Zach LaVine readies for his return

The cavalry is coming; you just hope the village hasn't burned down by then.

"I'm pushing as much as possible because I want to go play with my guys," Zach LaVine told reporters Monday in his first formal media comments since training camp began last month. "I should be doing contact really soon. It all depends on (the team). I'm pushing them as hard as I can. I feel great. But at the end of the day we still gotta be careful.

"I'm doing everything I was doing before," LaVine added. "I'm going to come back, play the same way. If I can go out there and play right now I would try it (dunking). That's just me. I can still jump, I can still get up, take contact through the hoop. I'm getting ready to be used to that again. I'm pretty sure I can do contact, but we've got to stick to that schedule. Trying to as close to 100 percent as I can before I come back.'

Zach LaVine #8 of the Minnesota Timberwolves dunks the ball during the Verizon Slam Dunk Contest during State Farm All-Star Saturday Night as part of the 2016 NBA All-Star Weekend on February 13, 2016 at the Air Canada Centre in Toronto, Ontario, Canada.

Bulls coach Fred Hoiberg said Kris Dunn is back to full scrimmaging with the team after his finger dislocation and might play Saturday when the Bulls host Oklahoma City. LaVine, certainly the main part of the Jimmy Butler trade as a two-time slam dunk champion who was averaging 18.9 per game last season before an ACL tear in his left knee, probably will start some scrimmaging in a few weeks, Hoiberg said. The timetable for a full return remains unclear since the Bulls do not plan to rush LaVine, who seems to be taking care of that part of the equation.

His return seems to look like sometime between Thanksgiving and Christmas for now.

It would be a time of thanks for the Bulls and a big time gift.

Because with the return of Dunn and LaVine and the way Lauri Markkanen is playing following the Bobby Portis/Nikola Mirotic confrontation, the Bulls would begin to have the makings of the kind of fast, athletic, shooting team they have imagined.

"With the team that we have and the system that coach put in, we're going to get up a lot of threes," said LaVine, who shot 39 percent on threes his last two seasons in Minnesota. "When we're on we're going to blow some teams out with those threes. When we're off, as the last couple of games have shown, it's going to be a struggle to score, sometimes. But I think that's where I can come in and help, and I can't wait to get out there and start playing."

It can't be too soon for Hoiberg, either. Until then it's more of that holding the fort thing with a trip to play the Cleveland Cavaliers Tuesday. The Cavs will be without Derrick Rose, who will miss a few games with a sprained ankle. Also, fellow former Bull Dwyane Wade will move to the bench after having difficulty fitting into the Cavs sleeker shooting style in the first few games. The Cavs are 2-1.

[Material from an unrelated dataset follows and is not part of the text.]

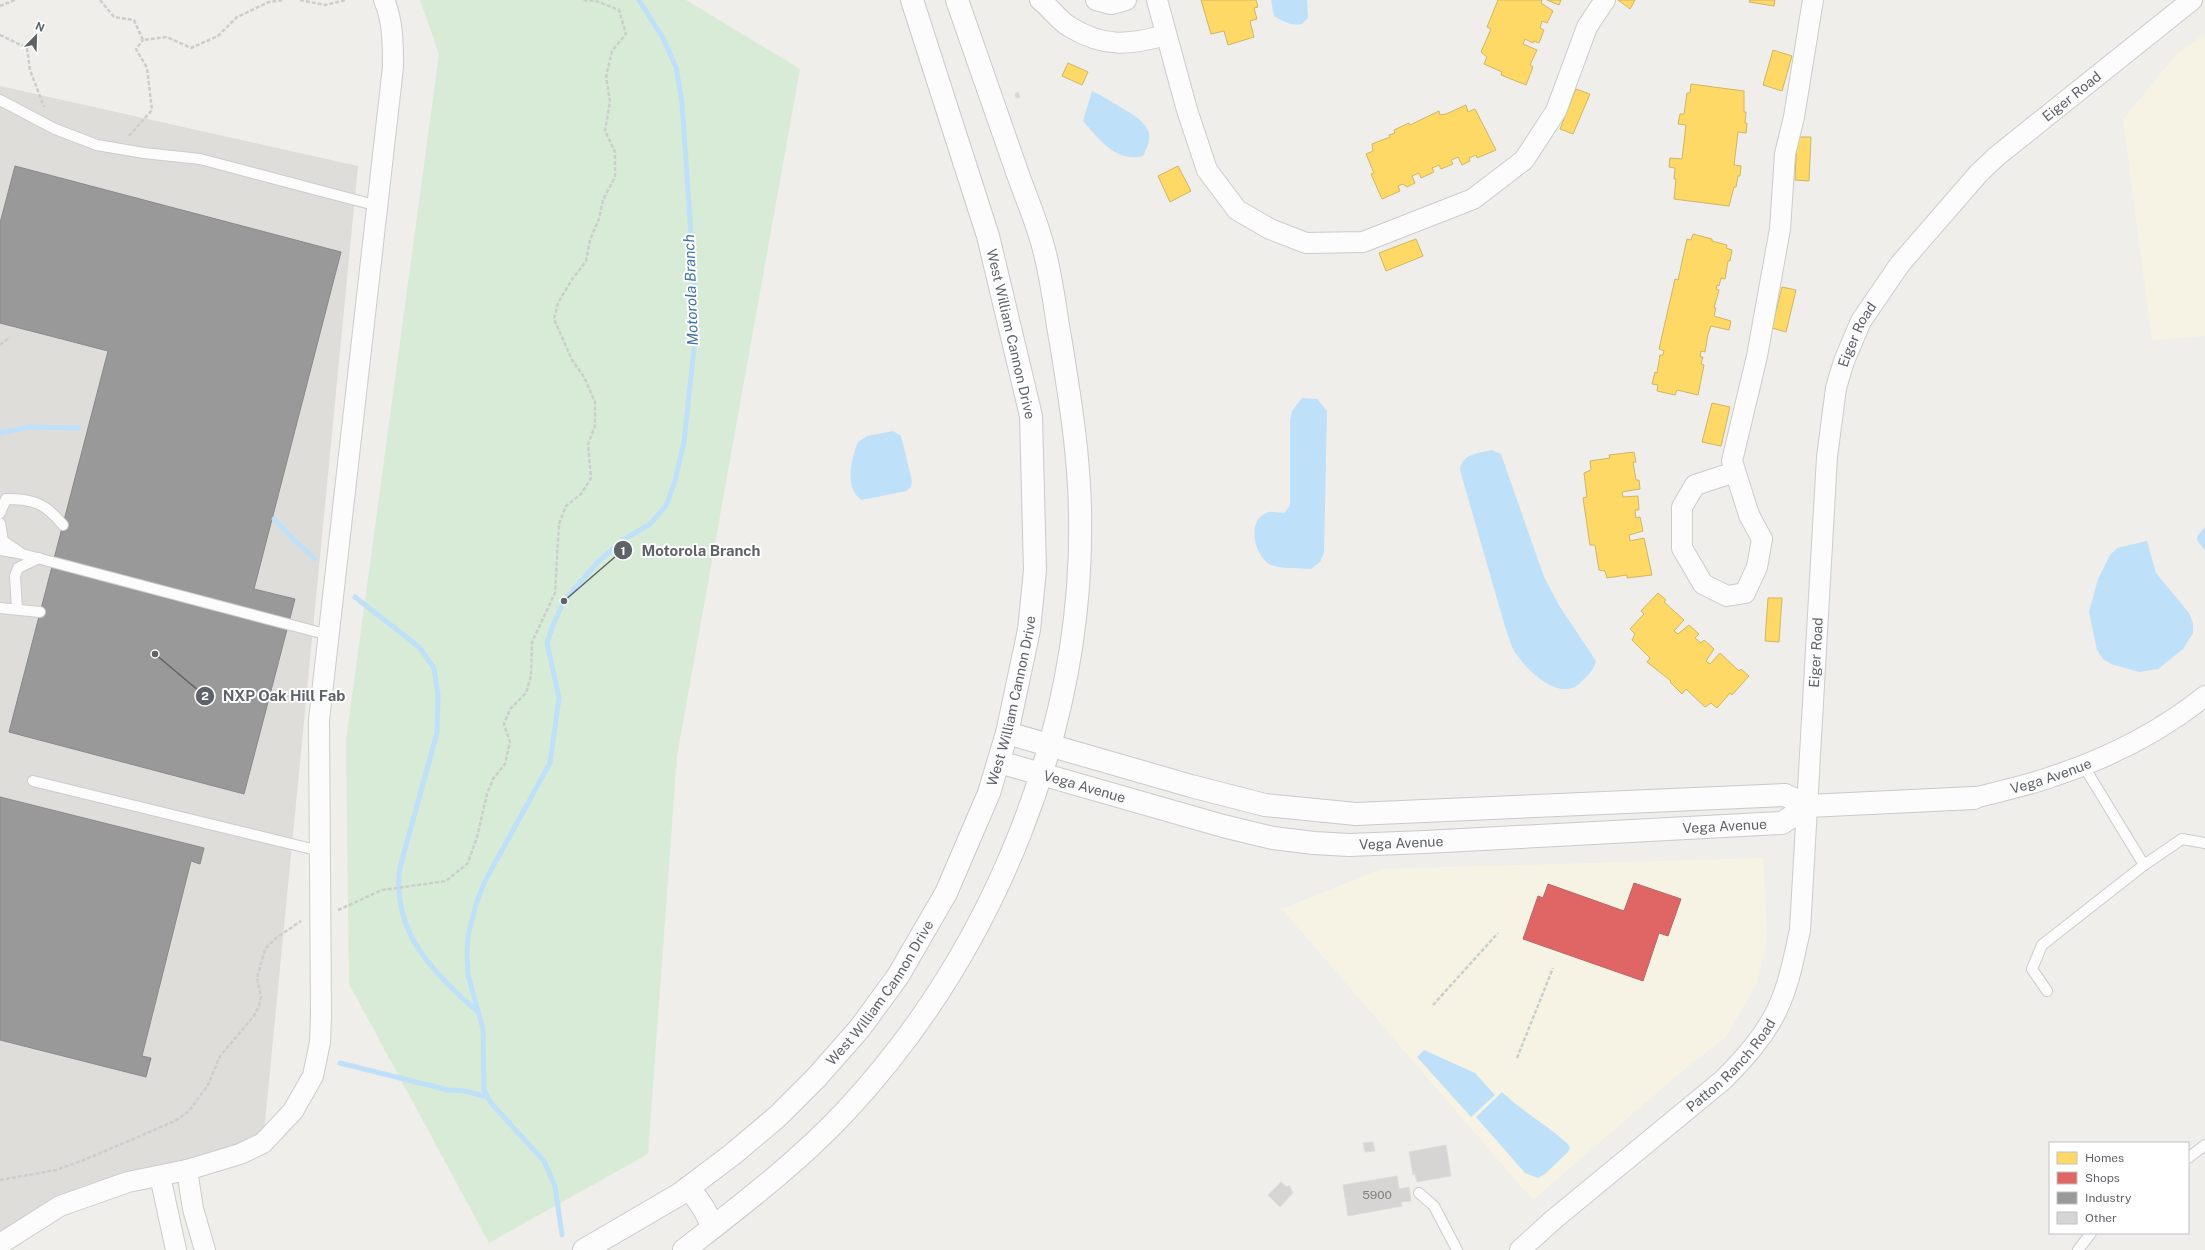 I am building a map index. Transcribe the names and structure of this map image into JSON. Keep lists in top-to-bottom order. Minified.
{"streets":{"main road":["West William Cannon Drive","Vega Avenue"],"street":["Eiger Road","Patton Ranch Road"]},"crossings":[["Eiger Road","Vega Avenue"],["Eiger Road","Patton Ranch Road"],["West William Cannon Drive","Vega Avenue"],["Vega Avenue","Patton Ranch Road"]],"water":["Motorola Branch"],"places":["Motorola Branch","NXP Oak Hill Fab"],"house_numbers":["5900"],"legend":["Homes","Shops","Industry","Other"],"north":"top right"}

The Bulls are 0-2 after losing in Toronto and at home to the Spurs. After an encouraging preseason with swifter and more stylish play, the Bulls have reverted again to more dribbling and limited ball movement with opponents averaging five more assists per game.

Lauri Markkanen #24 of the Chicago Bulls attempts a shot in the fourth quarter against the San Antonio Spurs at the United Center on October 21, 2017 in Chicago, Illinois.

Robin Lopez has been the surprise team scoring leader averaging 17 points and 7.5 rebounds. Rookie Markkanan, getting the unanticipated start after the Portis punch against Mirotic, has been the other principal bright spot, averaging 15 points and a team best 10 rebounds. Justin Holiday also is averaging 15 points, but shooting just 29 percent overall. It's been a disappointing start for Paul Zipser and Cristiano Felicio, and Jerian Grant, averaging 10 points, has been uneven in getting players involved after a good start. Turnovers have been anathema and all too common, the Bulls averaging just under 20 per game.

The Bulls are basically missing their potential starting backcourt with Dunn and LaVine, which would enable Holiday to move to small forward. And then with Markkanen or Mirotic, the Bulls would have a potentially strong perimeter shooting presence to fit into Hoiberg's game plan.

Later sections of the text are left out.